P.S. You do know that this is all about taking the CONTROL of authority of medical information away from our profession and placing it in the hands of these ‘Board’ people. This is the same tactics used to stuff Common Core past our school boards and legislators and bodies responsible to the people. It is part of the corporate takeover of medicine and it is exactly at this level that the battle must be won or lost. This is not a trivial matter. This one is a big one. Who is running medicine? Bureaucrats or doctors?
THIS IS THE LINE THAT DETERMINES EXACTLY THAT. CONTROL OF THE
AUTHORITY OF THE INFORMATION. NOT THE INFORMATION ITSELF.
This also will allow them to control the content of medicine, and control the care model to serve their ends, and they are not doctors, and are not basing these decisions or systems on quality of care, concern for privacy or nor preservation of the doctor patient
trust relationship. In fact their EHR and the loss of privacies involved in all directions will
destroy trust and respect and this is antithetical to Osteopathic Medical practices.
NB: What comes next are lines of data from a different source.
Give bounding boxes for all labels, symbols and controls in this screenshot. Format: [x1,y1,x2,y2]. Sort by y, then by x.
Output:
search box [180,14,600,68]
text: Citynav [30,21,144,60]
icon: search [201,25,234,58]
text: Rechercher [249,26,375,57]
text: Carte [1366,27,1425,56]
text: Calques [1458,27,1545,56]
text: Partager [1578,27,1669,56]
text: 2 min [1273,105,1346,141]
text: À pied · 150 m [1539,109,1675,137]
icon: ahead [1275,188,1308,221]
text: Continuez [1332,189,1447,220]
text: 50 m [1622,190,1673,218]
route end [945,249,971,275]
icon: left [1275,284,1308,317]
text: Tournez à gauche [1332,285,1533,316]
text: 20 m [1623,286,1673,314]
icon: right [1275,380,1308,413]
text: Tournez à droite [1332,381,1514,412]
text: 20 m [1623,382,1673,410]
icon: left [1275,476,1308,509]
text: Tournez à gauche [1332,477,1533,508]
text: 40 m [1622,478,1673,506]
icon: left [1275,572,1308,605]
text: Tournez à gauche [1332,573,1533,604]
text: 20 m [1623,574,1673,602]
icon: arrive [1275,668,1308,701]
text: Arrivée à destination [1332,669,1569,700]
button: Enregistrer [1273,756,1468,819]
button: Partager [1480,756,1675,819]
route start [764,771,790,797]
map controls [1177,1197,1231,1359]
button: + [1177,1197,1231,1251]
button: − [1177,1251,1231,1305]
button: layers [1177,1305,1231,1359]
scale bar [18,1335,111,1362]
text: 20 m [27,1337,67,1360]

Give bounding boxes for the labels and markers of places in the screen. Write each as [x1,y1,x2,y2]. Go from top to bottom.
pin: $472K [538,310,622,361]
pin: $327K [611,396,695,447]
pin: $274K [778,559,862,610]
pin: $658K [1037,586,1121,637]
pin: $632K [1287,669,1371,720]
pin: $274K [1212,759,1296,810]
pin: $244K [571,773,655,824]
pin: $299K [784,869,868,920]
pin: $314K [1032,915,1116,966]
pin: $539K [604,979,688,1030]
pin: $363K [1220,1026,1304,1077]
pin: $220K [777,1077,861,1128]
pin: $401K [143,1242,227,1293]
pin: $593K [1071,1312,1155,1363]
The AOA has been very naive about this.
But we as members of the profession can stop them from ruining medicine. And we must. Doctors should define medical credentials and refuse to play their game, which they have already rigged in their favor if we play at all. The only answer is for them is NO. You can’t claim the right to an already defined term in medicine. This has been around a long time. The cannot usurp the power of the credential to their own ends. This is wrong and must be stopped. They took what was a well intentioned program and tried to turn it into a cash cow to serve their needs. Not those of our patients, members or profession.